> What you need to do
Only one stretch of the listing below is wanted. Begin at the line that has "content:''; display:block; margin:auto;", stop after the line that has "function paint(path, color)", and repeat every line in between exactly.

___ Records for processing

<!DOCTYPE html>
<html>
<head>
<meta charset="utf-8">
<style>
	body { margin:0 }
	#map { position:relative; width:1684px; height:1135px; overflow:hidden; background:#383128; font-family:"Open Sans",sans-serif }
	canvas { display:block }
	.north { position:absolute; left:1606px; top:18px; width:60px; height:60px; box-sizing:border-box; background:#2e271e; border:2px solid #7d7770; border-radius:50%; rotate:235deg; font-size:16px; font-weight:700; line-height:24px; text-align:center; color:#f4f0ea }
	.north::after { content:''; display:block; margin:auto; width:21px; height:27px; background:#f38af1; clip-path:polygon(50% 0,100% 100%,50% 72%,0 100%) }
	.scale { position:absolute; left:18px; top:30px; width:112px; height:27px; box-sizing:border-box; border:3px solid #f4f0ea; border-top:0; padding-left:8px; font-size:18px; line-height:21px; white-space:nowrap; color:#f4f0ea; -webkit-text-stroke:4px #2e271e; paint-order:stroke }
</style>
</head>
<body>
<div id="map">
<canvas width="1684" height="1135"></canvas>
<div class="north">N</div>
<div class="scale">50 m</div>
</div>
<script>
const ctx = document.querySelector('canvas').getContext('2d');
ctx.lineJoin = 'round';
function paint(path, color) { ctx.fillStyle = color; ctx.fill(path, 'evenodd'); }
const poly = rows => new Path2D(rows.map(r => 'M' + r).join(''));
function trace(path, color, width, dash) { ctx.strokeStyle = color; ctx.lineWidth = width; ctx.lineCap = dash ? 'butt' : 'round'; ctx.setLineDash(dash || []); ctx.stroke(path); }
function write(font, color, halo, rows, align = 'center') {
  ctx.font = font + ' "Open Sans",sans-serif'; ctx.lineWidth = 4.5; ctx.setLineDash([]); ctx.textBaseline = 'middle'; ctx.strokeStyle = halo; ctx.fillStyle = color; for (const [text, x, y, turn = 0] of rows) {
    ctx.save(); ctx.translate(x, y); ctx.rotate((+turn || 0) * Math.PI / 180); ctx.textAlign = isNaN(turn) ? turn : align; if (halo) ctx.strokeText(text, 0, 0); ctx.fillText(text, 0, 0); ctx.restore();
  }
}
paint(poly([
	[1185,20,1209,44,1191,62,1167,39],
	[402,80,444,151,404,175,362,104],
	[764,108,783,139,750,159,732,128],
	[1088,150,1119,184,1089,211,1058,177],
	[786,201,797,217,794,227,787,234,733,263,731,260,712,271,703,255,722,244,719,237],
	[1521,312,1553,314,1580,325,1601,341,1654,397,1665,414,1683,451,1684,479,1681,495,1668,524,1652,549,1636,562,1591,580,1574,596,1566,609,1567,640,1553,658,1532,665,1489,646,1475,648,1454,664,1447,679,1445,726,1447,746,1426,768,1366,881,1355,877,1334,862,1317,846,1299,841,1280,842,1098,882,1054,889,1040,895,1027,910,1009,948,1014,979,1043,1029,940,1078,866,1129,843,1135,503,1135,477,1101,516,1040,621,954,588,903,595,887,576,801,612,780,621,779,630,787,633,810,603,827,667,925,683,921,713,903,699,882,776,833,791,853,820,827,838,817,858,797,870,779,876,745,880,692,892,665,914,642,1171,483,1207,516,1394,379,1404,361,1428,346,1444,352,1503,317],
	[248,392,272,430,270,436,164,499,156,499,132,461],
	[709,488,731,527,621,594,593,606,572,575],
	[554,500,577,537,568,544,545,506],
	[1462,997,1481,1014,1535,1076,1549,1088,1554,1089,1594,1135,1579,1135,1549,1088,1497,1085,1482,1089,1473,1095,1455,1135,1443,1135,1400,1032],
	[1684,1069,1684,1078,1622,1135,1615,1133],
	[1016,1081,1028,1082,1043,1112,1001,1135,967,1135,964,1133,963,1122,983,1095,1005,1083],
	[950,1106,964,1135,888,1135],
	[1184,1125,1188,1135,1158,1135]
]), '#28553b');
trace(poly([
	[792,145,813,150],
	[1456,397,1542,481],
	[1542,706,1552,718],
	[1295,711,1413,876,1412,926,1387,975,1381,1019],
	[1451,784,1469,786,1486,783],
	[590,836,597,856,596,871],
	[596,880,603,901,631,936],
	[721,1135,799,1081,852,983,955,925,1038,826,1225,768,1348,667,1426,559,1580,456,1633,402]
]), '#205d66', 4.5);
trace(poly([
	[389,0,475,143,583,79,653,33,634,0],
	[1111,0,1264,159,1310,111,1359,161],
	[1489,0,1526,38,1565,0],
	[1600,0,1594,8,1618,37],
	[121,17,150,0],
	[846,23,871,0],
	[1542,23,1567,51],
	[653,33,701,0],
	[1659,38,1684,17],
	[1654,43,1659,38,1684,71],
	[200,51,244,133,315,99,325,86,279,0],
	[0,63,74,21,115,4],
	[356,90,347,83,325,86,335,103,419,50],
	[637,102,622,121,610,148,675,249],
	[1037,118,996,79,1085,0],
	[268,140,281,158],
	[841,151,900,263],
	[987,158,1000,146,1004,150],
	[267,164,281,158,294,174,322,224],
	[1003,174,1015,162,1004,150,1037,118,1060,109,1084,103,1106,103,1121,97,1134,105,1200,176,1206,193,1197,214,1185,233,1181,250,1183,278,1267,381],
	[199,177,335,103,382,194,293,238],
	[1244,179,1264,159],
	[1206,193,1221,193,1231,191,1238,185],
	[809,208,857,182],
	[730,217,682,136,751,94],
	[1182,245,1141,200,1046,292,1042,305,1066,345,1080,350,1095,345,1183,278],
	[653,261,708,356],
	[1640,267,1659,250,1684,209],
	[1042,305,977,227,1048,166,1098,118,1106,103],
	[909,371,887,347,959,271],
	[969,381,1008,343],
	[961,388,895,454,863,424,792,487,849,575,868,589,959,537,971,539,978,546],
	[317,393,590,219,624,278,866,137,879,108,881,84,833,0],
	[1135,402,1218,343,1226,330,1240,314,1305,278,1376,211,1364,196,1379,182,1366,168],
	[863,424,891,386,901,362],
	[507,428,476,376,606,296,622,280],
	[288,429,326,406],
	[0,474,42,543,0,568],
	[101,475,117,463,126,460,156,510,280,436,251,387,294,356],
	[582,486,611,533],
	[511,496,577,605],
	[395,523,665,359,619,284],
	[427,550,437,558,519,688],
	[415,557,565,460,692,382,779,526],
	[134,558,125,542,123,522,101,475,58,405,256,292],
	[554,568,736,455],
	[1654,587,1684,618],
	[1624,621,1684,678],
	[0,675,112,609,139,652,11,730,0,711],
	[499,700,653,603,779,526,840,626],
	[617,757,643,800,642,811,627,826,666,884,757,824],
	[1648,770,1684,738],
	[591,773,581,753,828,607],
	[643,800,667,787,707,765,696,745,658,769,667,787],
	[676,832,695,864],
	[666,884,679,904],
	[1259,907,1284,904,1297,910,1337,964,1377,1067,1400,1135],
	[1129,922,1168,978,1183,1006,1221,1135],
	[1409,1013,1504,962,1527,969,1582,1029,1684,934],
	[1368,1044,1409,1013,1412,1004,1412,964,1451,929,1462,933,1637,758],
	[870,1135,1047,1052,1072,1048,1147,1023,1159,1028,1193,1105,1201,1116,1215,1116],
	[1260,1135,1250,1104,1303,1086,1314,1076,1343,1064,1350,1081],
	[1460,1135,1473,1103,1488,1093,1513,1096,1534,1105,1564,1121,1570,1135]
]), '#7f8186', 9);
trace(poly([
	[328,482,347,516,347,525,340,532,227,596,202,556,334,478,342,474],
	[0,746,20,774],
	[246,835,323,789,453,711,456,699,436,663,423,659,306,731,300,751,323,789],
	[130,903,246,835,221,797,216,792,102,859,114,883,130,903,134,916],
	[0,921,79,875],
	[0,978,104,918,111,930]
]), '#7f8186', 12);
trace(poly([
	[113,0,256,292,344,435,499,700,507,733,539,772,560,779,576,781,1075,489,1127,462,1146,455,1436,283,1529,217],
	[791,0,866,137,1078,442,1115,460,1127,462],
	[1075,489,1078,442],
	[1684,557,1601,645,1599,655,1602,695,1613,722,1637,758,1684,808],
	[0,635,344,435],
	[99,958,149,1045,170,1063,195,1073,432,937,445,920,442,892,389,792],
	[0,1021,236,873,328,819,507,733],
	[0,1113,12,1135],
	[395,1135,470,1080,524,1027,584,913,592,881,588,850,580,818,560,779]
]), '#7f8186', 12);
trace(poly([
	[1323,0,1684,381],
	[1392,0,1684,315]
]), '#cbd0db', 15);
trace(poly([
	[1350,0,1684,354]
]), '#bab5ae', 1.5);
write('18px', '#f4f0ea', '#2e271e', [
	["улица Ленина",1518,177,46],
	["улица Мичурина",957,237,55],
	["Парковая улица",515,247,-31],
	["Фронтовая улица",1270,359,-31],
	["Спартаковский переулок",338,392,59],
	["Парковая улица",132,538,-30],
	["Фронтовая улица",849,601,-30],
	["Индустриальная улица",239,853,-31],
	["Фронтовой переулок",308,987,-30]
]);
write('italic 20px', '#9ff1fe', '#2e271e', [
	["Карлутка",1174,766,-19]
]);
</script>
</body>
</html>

______

> Output for this exercise
	.north::after { content:''; display:block; margin:auto; width:21px; height:27px; background:#f38af1; clip-path:polygon(50% 0,100% 100%,50% 72%,0 100%) }
	.scale { position:absolute; left:18px; top:30px; width:112px; height:27px; box-sizing:border-box; border:3px solid #f4f0ea; border-top:0; padding-left:8px; font-size:18px; line-height:21px; white-space:nowrap; color:#f4f0ea; -webkit-text-stroke:4px #2e271e; paint-order:stroke }
</style>
</head>
<body>
<div id="map">
<canvas width="1684" height="1135"></canvas>
<div class="north">N</div>
<div class="scale">50 m</div>
</div>
<script>
const ctx = document.querySelector('canvas').getContext('2d');
ctx.lineJoin = 'round';
function paint(path, color) { ctx.fillStyle = color; ctx.fill(path, 'evenodd'); }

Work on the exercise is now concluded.